Soma just got a new soundtrack. Suno, the AI startup that turns short text prompts into full songs, quietly opened an office in downtown San Francisco last week, planting its flag in the South of Market neighborhood as it ramps up hiring and expands its machine learning work.
New SoMa Hub and What Suno Says
According to Axios, the new office, which opened last week, sits near Mission and 2nd streets. Co-founder and CTO Georg Kucsko told Axios that opening doors in San Francisco will be critical as we continue to scale. Axios also reported that Suno, which launched in 2023 and is headquartered in Cambridge, plans to grow headcount by about 70% and expects to double its workforce this year.
Hiring Push in SoMa
Local job listings point to an active recruitment drive for engineers, product designers and machine learning researchers based in San Francisco. Roles posted on Built In San Francisco and listings on Indeed list San Francisco as the required location and note that some positions will be on site while the precise office address is finalized.

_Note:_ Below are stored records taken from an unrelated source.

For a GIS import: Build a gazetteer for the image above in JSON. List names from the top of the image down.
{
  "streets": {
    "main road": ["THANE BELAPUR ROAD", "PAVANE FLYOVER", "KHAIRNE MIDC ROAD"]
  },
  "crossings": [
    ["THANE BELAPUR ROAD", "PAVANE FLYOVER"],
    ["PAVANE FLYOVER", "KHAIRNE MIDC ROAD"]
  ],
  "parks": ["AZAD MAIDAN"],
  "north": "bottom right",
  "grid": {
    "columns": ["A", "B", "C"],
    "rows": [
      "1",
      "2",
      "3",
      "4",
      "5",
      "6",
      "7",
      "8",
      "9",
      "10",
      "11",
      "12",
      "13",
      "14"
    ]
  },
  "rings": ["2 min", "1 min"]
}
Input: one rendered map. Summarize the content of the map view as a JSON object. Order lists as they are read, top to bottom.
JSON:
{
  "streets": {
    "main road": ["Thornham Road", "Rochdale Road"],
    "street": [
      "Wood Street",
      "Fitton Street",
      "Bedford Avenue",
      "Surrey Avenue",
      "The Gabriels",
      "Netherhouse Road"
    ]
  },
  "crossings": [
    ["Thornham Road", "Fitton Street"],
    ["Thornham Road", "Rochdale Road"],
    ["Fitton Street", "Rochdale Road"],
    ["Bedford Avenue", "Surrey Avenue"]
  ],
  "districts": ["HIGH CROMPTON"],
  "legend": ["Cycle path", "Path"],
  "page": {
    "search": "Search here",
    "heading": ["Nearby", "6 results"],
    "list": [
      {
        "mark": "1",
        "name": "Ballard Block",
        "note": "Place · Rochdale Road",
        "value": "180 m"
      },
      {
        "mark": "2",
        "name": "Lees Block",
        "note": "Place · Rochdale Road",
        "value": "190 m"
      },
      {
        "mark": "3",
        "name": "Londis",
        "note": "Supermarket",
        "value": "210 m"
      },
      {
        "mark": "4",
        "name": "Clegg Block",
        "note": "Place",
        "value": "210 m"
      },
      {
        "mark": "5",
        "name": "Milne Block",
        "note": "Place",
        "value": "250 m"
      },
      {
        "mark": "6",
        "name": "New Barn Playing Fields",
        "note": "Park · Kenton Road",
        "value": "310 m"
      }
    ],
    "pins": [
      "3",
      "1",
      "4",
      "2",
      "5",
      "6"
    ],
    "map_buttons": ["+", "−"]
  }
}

How the Music Industry Has Reacted
Suno's expansion comes as the company continues to navigate major disputes over how AI models are trained and used. The Recording Industry Association of America sued Suno in 2024, and Warner Music Group reached a settlement with the startup in November 2025, according to TechCrunch, in a deal that included plans to develop licensed models with the label.
Why San Francisco Matters
San Francisco's office market has shown renewed leasing momentum, and AI firms are among the tenants driving demand. Reporting from The Real Deal documents a pickup in leasing and absorption that makes opening a local hub more attractive for startups hunting talent and studio space.
Company Stance and Product Guardrails
Suno frames its tools as a way to help people make new music and has rolled out features intended to give creators control, including voice verification and custom models. The company outlines those capabilities and asks users to report suspected copyright issues on its own pages; Suno also says it will not fulfill prompts that request non-AI recordings or the exact likeness of specific artists, per Suno and the Suno Help Center.
For San Francisco, Suno's arrival is described as another sign that AI startups are once again opening physical hubs to hire specialized talent and build product teams in person. Axios' reporting suggests more local hires are likely as the company scales its machine learning groups in the months ahead.